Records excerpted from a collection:
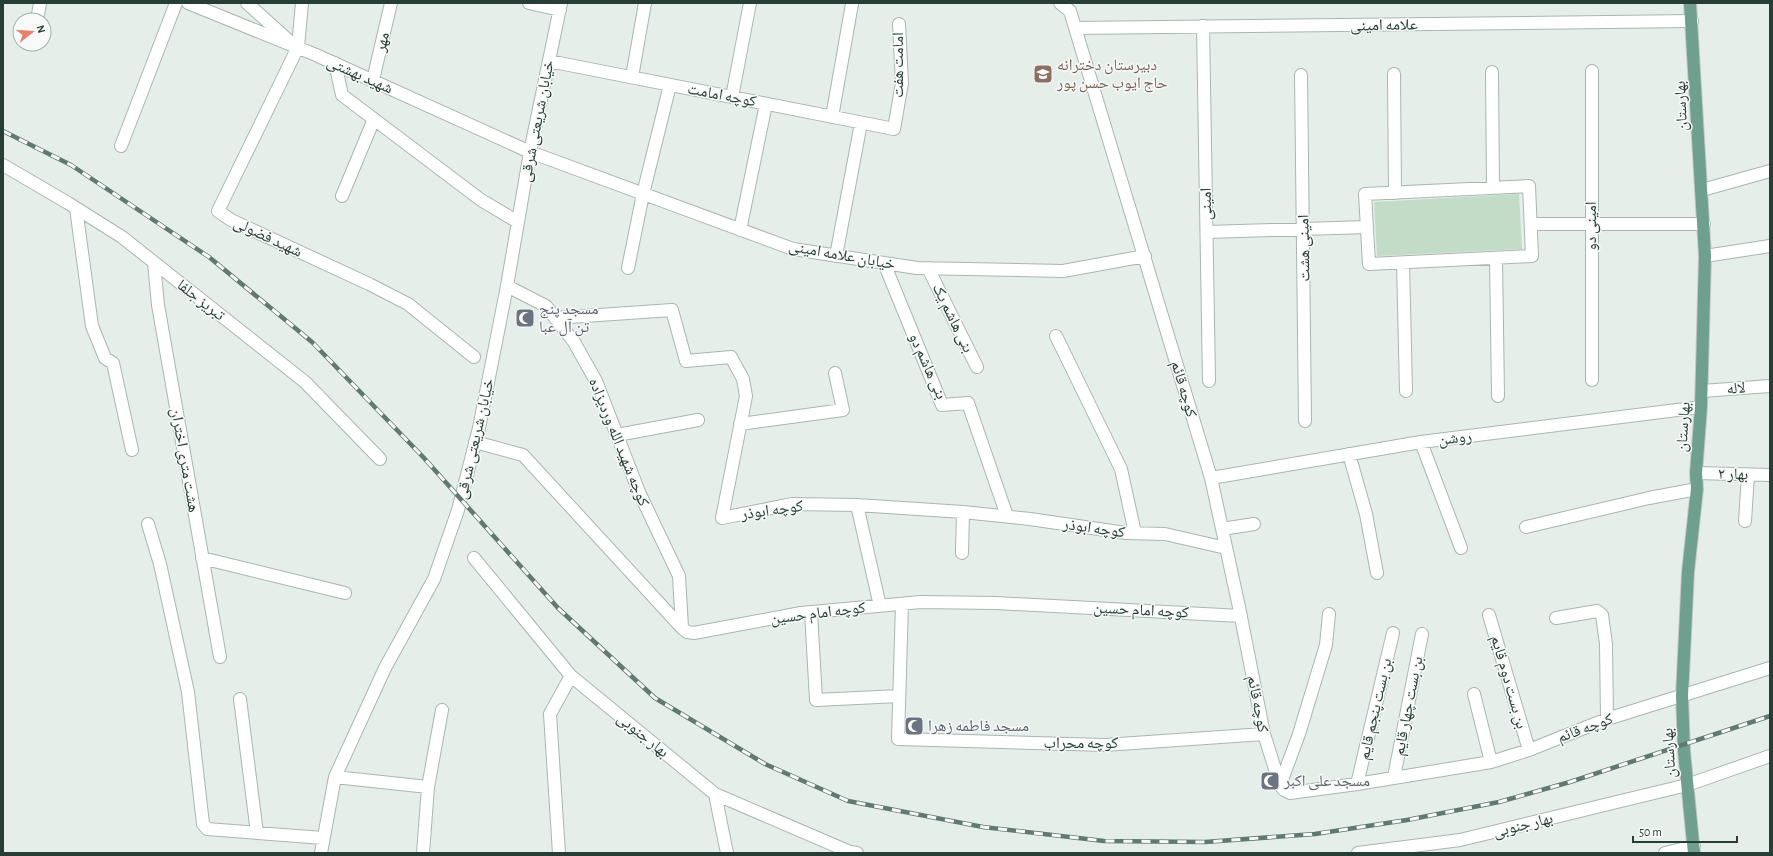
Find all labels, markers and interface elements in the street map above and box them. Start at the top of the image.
north arrow [12,12,52,52]
street label: علامه امینی [1350,16,1418,36]
text: N [35,24,47,34]
street label: مهر [372,30,393,55]
street label: امامت هفت [890,32,906,98]
street label: شهید بهشتی [324,53,395,98]
place label: دبیرستان دخترانه حاج ایوب حسن پور [1056,57,1168,93]
street label: خیابان شریعتی شرقی [517,59,559,184]
school or university icon: دبیرستان دخترانه حاج ایوب حسن پور [1032,63,1054,85]
street label: کوچه امامت [686,80,758,111]
street label: بهارستان [1672,80,1692,132]
street label: امینی [1198,188,1216,220]
street label: امینی دو [1583,201,1601,251]
street label: شهید فضولی [230,214,305,262]
street label: امینی هشت [1295,214,1315,282]
street label: خیابان علامه امینی [787,238,897,274]
street label: تبریز جلفا [174,277,228,324]
street label: بنی هاشم یک [928,281,976,356]
place label: مسجد پنج تن آل عبا [539,301,599,337]
mosque icon: مسجد پنج تن آل عبا [514,307,536,329]
street label: بنی هاشم دو [905,330,950,402]
street label: کوچه قائم [1166,359,1200,420]
street label: کوچه شهید الله وردیزاده [585,375,652,509]
street label: خیابان شریعتی شرقی [453,377,499,501]
street label: لاله [1726,379,1746,397]
street label: بهارستان [1673,401,1695,453]
street label: هشت متری اختران [166,406,202,514]
street label: روشن [1437,428,1473,450]
street label: بهار ۲ [1718,466,1748,483]
street label: کوچه ابوذر [739,498,805,523]
street label: کوچه ابوذر [1061,516,1126,541]
street label: کوچه امام حسین [770,599,867,629]
street label: کوچه امام حسین [1093,600,1190,623]
street label: بن بست دوم قایم [1486,633,1530,731]
street label: بن بست چهار قایم [1391,655,1427,757]
street label: بن بست پنجم قایم [1356,657,1396,762]
street label: کوچه قائم [1243,674,1271,735]
street label: بهار جنوبی [613,710,672,762]
street label: کوچه قائم [1555,710,1616,747]
mosque icon: مسجد فاطمه زهرا [903,715,925,737]
place label: مسجد فاطمه زهرا [928,718,1029,735]
street label: بهارستان [1659,727,1681,779]
street label: کوچه محراب [1044,735,1119,752]
mosque icon: مسجد علی اکبر [1259,770,1281,792]
place label: مسجد علی اکبر [1283,773,1370,791]
street label: بهار جنوبی [1491,810,1555,842]
scale bar [1633,818,1737,844]
text: 50 m [1639,826,1662,838]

Assignment >>
Copy out every line from the data above that has "فاطمه" in it.

Result below >>
mosque icon: مسجد فاطمه زهرا [903,715,925,737]
place label: مسجد فاطمه زهرا [928,718,1029,735]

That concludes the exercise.